Closed Witiko closed 4 years ago
I did not pass --gpus all
when running my workflow. I am closing the issue.
I am reopening the issue. After running Docker, ocrd-calamari-recognize
dumps core with the following output (last three lines seem the most relevant):
$ docker run --gpus all --rm -u `id -u` -v /var/tmp/ocrd-workspace/825/:/data -w /data -v /var/tmp/tesseract/calamari_models:/models -- ocrd/all:maximum-cuda nice -n 10 ocrd process "calamari-recognize -I OCR-D-SEG-LINE-RESEG-DEWARP -O OCR-D-OCR -P checkpoint /models/\*.ckpt.json"
2020-10-16 09:47:37,270.270 INFO ocrd.task_sequence.run_tasks - Start processing task 'calamari-recognize -I OCR-D-SEG-LINE-RESEG-DEWARP -O OCR-D-OCR -p '{"checkpoint": "/models/*.ckpt.json", "voter": "confidence_voter_default_ctc", "textequiv_level": "line", "glyph_conf_cutoff": 0.001}''
Traceback (most recent call last):
File "/usr/bin/ocrd", line 8, in <module>
sys.exit(cli())
File "/usr/local/lib/python3.6/dist-packages/click/core.py", line 829, in __call__
return self.main(*args, **kwargs)
File "/usr/local/lib/python3.6/dist-packages/click/core.py", line 782, in main
rv = self.invoke(ctx)
File "/usr/local/lib/python3.6/dist-packages/click/core.py", line 1259, in invoke
return _process_result(sub_ctx.command.invoke(sub_ctx))
File "/usr/local/lib/python3.6/dist-packages/click/core.py", line 1066, in invoke
return ctx.invoke(self.callback, **ctx.params)
File "/usr/local/lib/python3.6/dist-packages/click/core.py", line 610, in invoke
return callback(*args, **kwargs)
File "/usr/lib/python3.6/site-packages/ocrd/cli/process.py", line 26, in process_cli
run_tasks(mets, log_level, page_id, tasks, overwrite)
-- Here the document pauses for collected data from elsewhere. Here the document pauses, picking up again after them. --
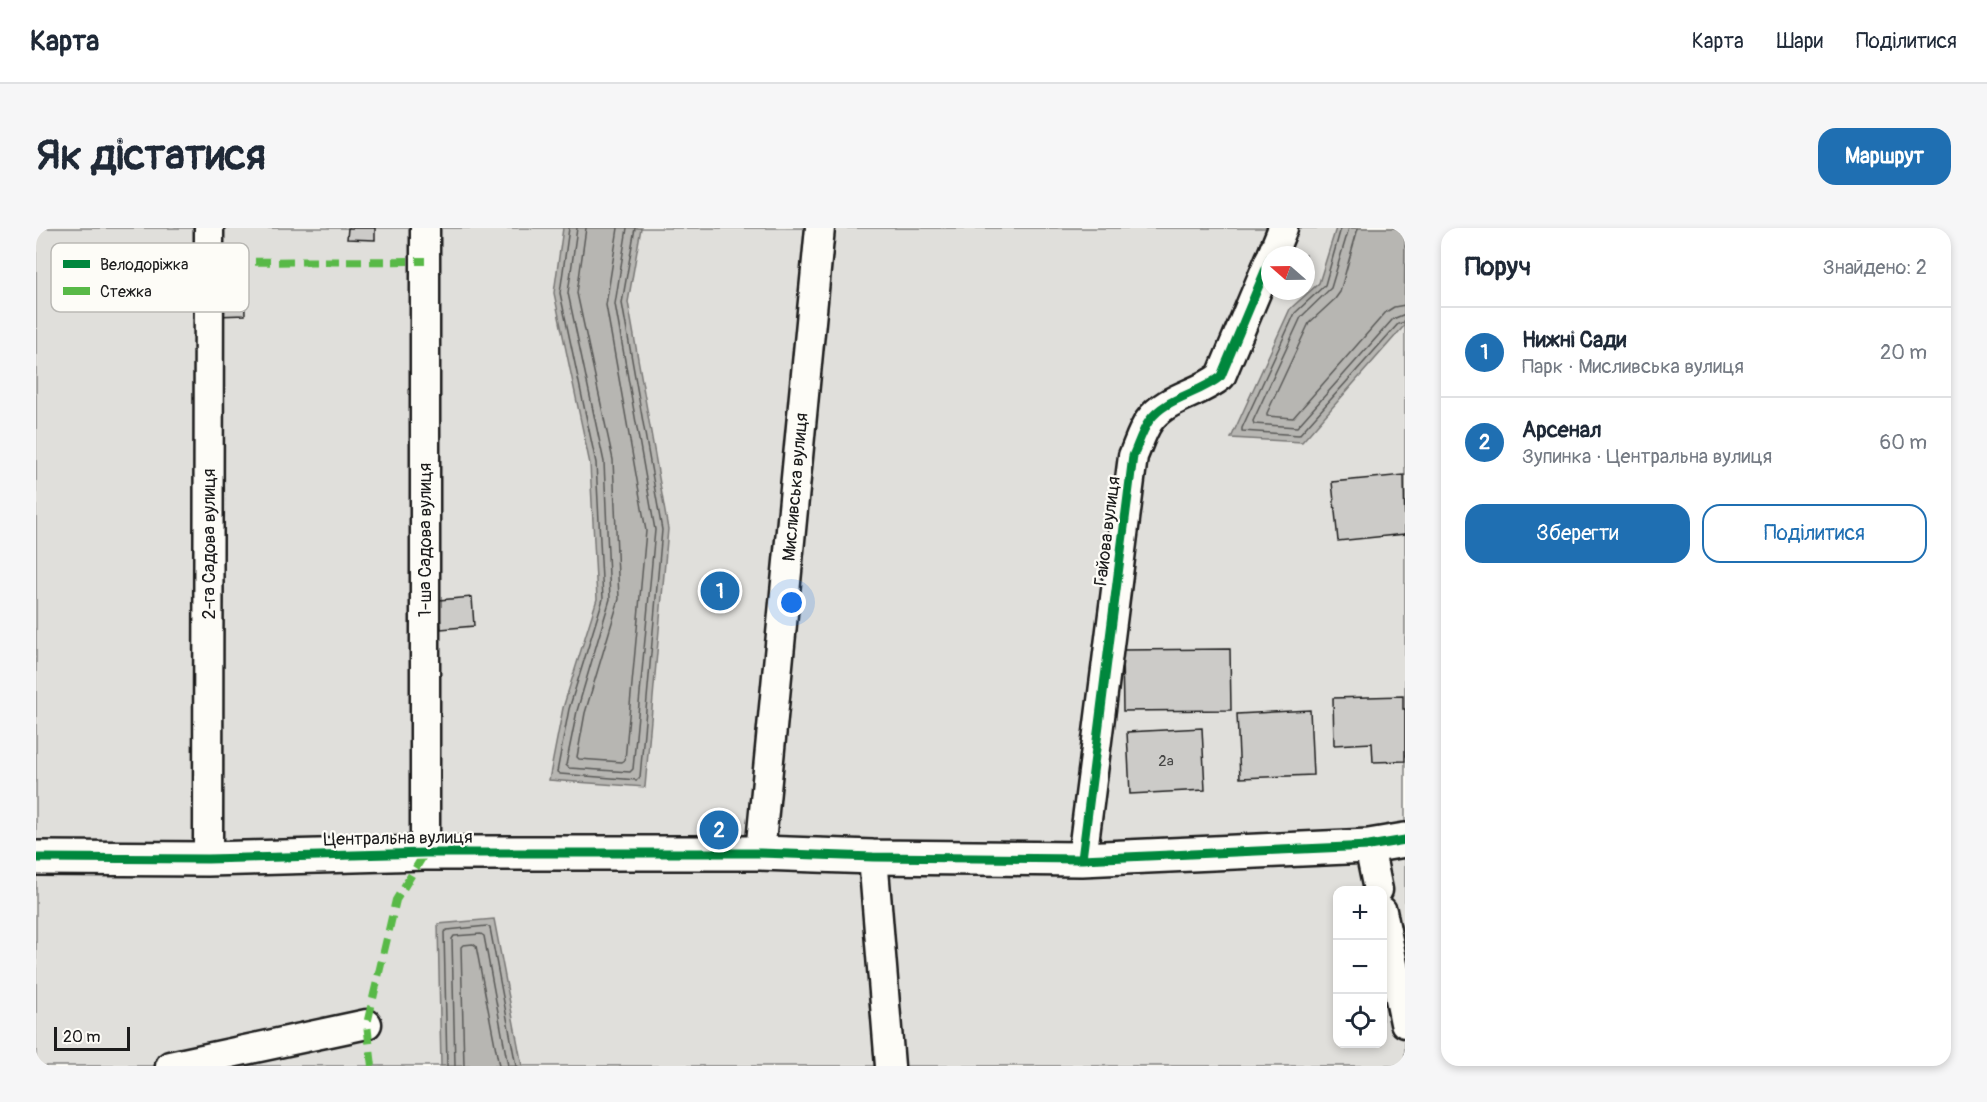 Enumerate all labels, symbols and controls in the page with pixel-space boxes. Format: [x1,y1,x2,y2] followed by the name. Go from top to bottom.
[30,24,99,59] text: Карта
[1692,28,1744,55] text: Карта
[1777,28,1823,55] text: Шари
[1856,28,1957,55] text: Поділитися
[1818,128,1951,185] button: Маршрут
[36,130,266,182] text: Як дістатися
[51,243,249,312] legend
[1261,246,1315,300] north arrow
[1465,251,1531,283] text: Поруч
[100,255,188,275] text: Велодоріжка
[1823,255,1927,280] text: Знайдено: 2
[100,282,152,302] text: Стежка
[1522,326,1626,354] text: Нижні Сади
[1481,340,1488,365] text: 1
[1880,340,1927,365] text: 20 m
[1522,354,1744,379] text: Парк · Мисливська вулиця
[778,412,813,562] street label: Мисливська вулиця
[1522,416,1601,444] text: Арсенал
[1479,430,1490,455] text: 2
[1880,430,1927,455] text: 60 m
[1522,444,1772,469] text: Зупинка · Центральна вулиця
[414,463,437,617] street label: 1-ша Садова вулиця
[198,469,221,619] street label: 2-га Садова вулиця
[1089,475,1126,587] street label: Гайова вулиця
[1465,504,1690,563] button: Зберегти
[1702,504,1927,563] button: Поділитися
[700,568,740,614] pin: 1
[777,588,806,617] your location
[1158,752,1174,771] house number: 2а
[700,808,738,852] pin: 2
[323,826,473,851] street label: Центральна вулиця
[1333,886,1387,1048] map controls
[1333,886,1387,940] button: +
[1333,940,1387,994] button: −
[1333,994,1387,1048] button: locate
[54,1024,130,1052] scale bar
[63,1027,101,1047] text: 20 m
File "/usr/lib/python3.6/site-packages/ocrd/task_sequence.py", line 149, in run_tasks
raise Exception("%s exited with non-zero return value %s. STDOUT:\n%s\nSTDERR:\n%s" % (task.executable, returncode, out, err))
Exception: ocrd-calamari-recognize exited with non-zero return value 134. STDOUT:
Checkpoint version 1 is up-to-date.
2020-10-16 09:47:46,804.804 WARNING tensorflow -
The TensorFlow contrib module will not be included in TensorFlow 2.0.
For more information, please see:
* https://github.com/tensorflow/community/blob/master/rfcs/20180907-contrib-sunset.md
* https://github.com/tensorflow/addons
* https://github.com/tensorflow/io (for I/O related ops)
If you depend on functionality not listed there, please file an issue.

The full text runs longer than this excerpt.